_Provided information_.
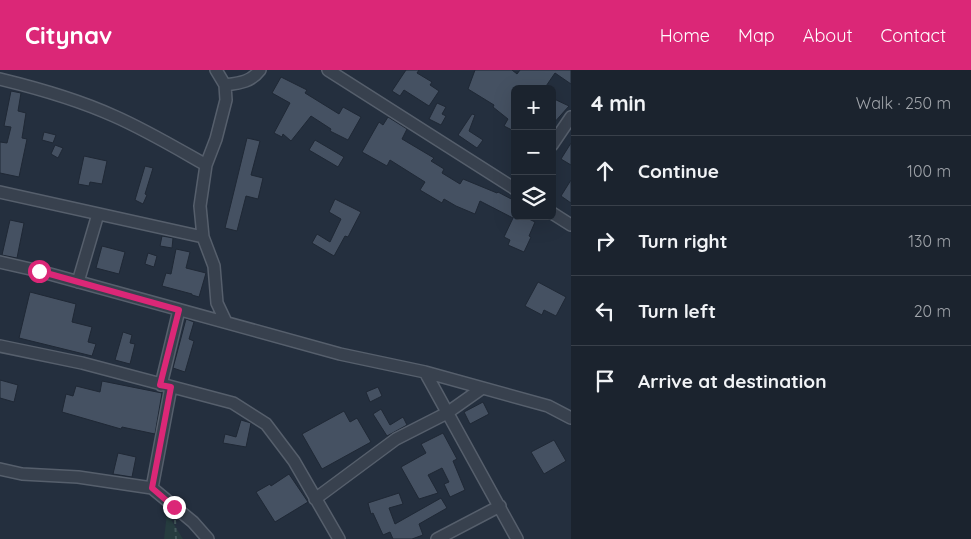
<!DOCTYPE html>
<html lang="en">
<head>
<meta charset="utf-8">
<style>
	:root { --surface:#1b232e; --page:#242b36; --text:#f1f3f6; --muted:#a0a4aa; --line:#39404a; --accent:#db2777 }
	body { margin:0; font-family:Quicksand,sans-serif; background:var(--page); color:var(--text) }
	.controls { position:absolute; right:15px; top:15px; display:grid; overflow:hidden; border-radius:8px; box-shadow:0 5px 20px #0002 }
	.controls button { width:45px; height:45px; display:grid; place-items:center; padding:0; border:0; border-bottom:1px solid var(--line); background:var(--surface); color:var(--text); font:25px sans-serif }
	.stop { position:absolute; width:15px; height:15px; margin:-11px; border:4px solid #db2777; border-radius:50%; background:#fff }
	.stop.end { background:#db2777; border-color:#fff; box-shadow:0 1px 5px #0008 }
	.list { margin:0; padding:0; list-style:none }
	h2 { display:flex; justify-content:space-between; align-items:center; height:65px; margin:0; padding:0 20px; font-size:21px }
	h2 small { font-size:16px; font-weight:400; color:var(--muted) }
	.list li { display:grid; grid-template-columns:32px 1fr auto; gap:15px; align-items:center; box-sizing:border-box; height:70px; padding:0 20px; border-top:1px solid var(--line) }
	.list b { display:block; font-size:19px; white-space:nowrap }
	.list em { font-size:16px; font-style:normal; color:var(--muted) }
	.icon { flex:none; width:28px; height:28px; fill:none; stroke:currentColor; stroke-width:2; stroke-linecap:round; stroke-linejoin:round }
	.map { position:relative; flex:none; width:571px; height:469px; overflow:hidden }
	header { display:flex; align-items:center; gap:30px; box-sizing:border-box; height:70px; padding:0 25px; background:var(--accent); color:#fff }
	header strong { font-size:24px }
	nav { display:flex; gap:28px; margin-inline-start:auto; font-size:18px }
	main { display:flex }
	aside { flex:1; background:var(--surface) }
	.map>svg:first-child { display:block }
	.green { fill:#263c3f }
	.building { fill:#455162; stroke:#1f2835 }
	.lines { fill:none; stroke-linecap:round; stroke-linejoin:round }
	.minor-casing { stroke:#565f6c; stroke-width:14 }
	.path { stroke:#44595c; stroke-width:2; stroke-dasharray:4 4; stroke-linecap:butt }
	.minor { stroke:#38414e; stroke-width:11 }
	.route { stroke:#db2777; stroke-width:6 }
</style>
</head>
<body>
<header>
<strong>Citynav</strong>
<nav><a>Home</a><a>Map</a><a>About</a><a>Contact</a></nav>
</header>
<main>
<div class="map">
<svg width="571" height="469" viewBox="0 0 571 469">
	<rect width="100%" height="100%" fill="#242f3e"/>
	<path class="green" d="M 167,443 L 183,469 L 164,469 Z"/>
	<path class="building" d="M 406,0 L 419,0 L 417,3 L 432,12 L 430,15 L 439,21 L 429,36 L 404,20 L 400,26 L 392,21 Z
		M 475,0 L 512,0 L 517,4 L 520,0 L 571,0 L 571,14 L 555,3 L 544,19 L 515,19 L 515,55 L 512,60 L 504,56 L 508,49 L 493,37 L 494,35 L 468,19 Z
		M 281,7 L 307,20 L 305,23 L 339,44 L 343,37 L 361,47 L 348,70 L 330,61 L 331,59 L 311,46 L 291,71 L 283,64 L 282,67 L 274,63 L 290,33 L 272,23 Z
		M 11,21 L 21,23 L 18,41 L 26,43 L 22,68 L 27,69 L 19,107 L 0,103 L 0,72 L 7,73 L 11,57 L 4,56 Z
		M 552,28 L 569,36 L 552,55 Z
		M 437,33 L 446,37 L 442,44 L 446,46 L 441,55 L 429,49 Z
		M 472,44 L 475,45 L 469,61 L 483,70 L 477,78 L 458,65 Z
		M 388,47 L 407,59 L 402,69 L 434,88 L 431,91 L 444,99 L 442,103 L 460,114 L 463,109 L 497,123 L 498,122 L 515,131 L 515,146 L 523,146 L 535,152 L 529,166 L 531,167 L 524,182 L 508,175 L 510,170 L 504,167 L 513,148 L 480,131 L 475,144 L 456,136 L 444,129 L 442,133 L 420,120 L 425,112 L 390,90 L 387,96 L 362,82 L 379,52 L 383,55 Z
		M 44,62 L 56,65 L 53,73 L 42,70 Z
		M 247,68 L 260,71 L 251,105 L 263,108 L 258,129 L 246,126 L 237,161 L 225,158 Z
		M 315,70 L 344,87 L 338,97 L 309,80 Z
		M 571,73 L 571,95 L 561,89 Z
		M 55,75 L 63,78 L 58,88 L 51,84 Z
		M 84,86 L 107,91 L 102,114 L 90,112 L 89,116 L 78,114 Z
		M 145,96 L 153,98 L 145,124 L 147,125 L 143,134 L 135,130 Z
		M 571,110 L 571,133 L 561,126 Z
		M 335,129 L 361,142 L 348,167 L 345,166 L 334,186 L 312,173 L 317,164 L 330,172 L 341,149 L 329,142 Z
		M 10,150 L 24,153 L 17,188 L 2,185 Z
		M 162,166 L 173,168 L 172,178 L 160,176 Z
		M 102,176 L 125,182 L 119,204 L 96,198 Z
		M 176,179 L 190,182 L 186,198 L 206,203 L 199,227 L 192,225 L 192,224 L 162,216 L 166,203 L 171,204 Z
		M 148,183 L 157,186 L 154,197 L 145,194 Z
		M 538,212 L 566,227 L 556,246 L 544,240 L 542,245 L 525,236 Z
		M 30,222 L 76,234 L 72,252 L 92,257 L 88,272 L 96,274 L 92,286 L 19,268 Z
		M 186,249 L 194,252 L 189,269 L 194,271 L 185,302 L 173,298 Z
		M 123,262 L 132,265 L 130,273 L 135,274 L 130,294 L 115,290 Z
		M 0,310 L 18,315 L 14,332 L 0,328 Z
		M 102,311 L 162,323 L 155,364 L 122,357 L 121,359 L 62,342 L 66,324 L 73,326 L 76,316 L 100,322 Z
		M 378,317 L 382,326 L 370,332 L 366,322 Z
		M 483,332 L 489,344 L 470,354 L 464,342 Z
		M 381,339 L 390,355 L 403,347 L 407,355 L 387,366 L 373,344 Z
		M 344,341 L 350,352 L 357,348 L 371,372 L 322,399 L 302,364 Z
		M 241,350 L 251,353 L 246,377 L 223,373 L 225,364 L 236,367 Z
		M 443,363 L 457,389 L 453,391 L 465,420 L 450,427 L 444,414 L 449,412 L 442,398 L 428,405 L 438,423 L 419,429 L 401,397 L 426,383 L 421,374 Z
		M 554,370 L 566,391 L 544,404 L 531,382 Z
		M 118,383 L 136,387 L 132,407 L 113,404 Z
		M 289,404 L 308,432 L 275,452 L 256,422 L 270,414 L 271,416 Z
		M 399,423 L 403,434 L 389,438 L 395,454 L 441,428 L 447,438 L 419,454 L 423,465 L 412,469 L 393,469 L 390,462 L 383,465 L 373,443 L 371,444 L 368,433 Z"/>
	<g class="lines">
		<defs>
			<path id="minor" d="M 216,0 L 225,15 L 226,30 L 216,69 L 206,95 L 200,136 L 203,167 L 214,196 L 217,233 L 226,252
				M 328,0 L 515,119
				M 0,9 C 37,18 79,30 114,46 C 146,60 176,78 206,95
				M 225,15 C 240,13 251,12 260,0
				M 552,75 L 571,47
				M 0,122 L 203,167
				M 552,143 L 571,155
				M 0,192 L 39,201 L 340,284 L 425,302 L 548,336 L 571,348
				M 78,212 L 98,144
				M 0,276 L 82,293 L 233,333 L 266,354 L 294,391 L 339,469
				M 425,302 L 517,469
				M 161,315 L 179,240
				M 0,399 L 22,404 L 78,407 L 152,418 L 193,452 L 208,469
				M 152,418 L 171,317
				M 315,429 L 396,369 L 447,343 L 481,319
				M 437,469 L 500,436"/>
		</defs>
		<use href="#minor" class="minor-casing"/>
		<path class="path" d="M 175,450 L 176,469"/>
		<use href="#minor" class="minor"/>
	</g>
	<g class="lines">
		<path class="route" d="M 39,201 L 179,240 L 160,315 L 171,317 L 152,418 L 174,437"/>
	</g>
</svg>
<div class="controls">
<button>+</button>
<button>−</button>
<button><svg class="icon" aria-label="layers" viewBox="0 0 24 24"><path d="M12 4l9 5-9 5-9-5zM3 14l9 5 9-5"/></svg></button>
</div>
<div class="stop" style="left:39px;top:201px"></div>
<div class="stop end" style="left:174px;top:437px"></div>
</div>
<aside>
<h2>4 min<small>Walk · 250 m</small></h2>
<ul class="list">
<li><svg class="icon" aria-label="ahead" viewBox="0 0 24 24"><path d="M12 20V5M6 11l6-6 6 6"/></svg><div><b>Continue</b></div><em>100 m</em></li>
<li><svg class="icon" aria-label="right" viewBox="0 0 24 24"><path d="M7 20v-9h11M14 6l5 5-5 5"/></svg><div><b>Turn right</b></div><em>130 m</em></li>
<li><svg class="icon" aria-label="left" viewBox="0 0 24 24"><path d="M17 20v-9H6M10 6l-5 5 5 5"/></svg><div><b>Turn left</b></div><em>20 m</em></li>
<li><svg class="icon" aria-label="arrive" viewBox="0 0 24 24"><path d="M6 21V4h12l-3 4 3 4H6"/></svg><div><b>Arrive at destination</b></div></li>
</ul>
</aside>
</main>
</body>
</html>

_Work instructions_.
Starting with the first line of the data above and ending with the line containing "flex:none; width:28px; height:28px;", please restate every line exactly, leaving images out.

_Output of the exercise_.
<!DOCTYPE html>
<html lang="en">
<head>
<meta charset="utf-8">
<style>
	:root { --surface:#1b232e; --page:#242b36; --text:#f1f3f6; --muted:#a0a4aa; --line:#39404a; --accent:#db2777 }
	body { margin:0; font-family:Quicksand,sans-serif; background:var(--page); color:var(--text) }
	.controls { position:absolute; right:15px; top:15px; display:grid; overflow:hidden; border-radius:8px; box-shadow:0 5px 20px #0002 }
	.controls button { width:45px; height:45px; display:grid; place-items:center; padding:0; border:0; border-bottom:1px solid var(--line); background:var(--surface); color:var(--text); font:25px sans-serif }
	.stop { position:absolute; width:15px; height:15px; margin:-11px; border:4px solid #db2777; border-radius:50%; background:#fff }
	.stop.end { background:#db2777; border-color:#fff; box-shadow:0 1px 5px #0008 }
	.list { margin:0; padding:0; list-style:none }
	h2 { display:flex; justify-content:space-between; align-items:center; height:65px; margin:0; padding:0 20px; font-size:21px }
	h2 small { font-size:16px; font-weight:400; color:var(--muted) }
	.list li { display:grid; grid-template-columns:32px 1fr auto; gap:15px; align-items:center; box-sizing:border-box; height:70px; padding:0 20px; border-top:1px solid var(--line) }
	.list b { display:block; font-size:19px; white-space:nowrap }
	.list em { font-size:16px; font-style:normal; color:var(--muted) }
	.icon { flex:none; width:28px; height:28px; fill:none; stroke:currentColor; stroke-width:2; stroke-linecap:round; stroke-linejoin:round }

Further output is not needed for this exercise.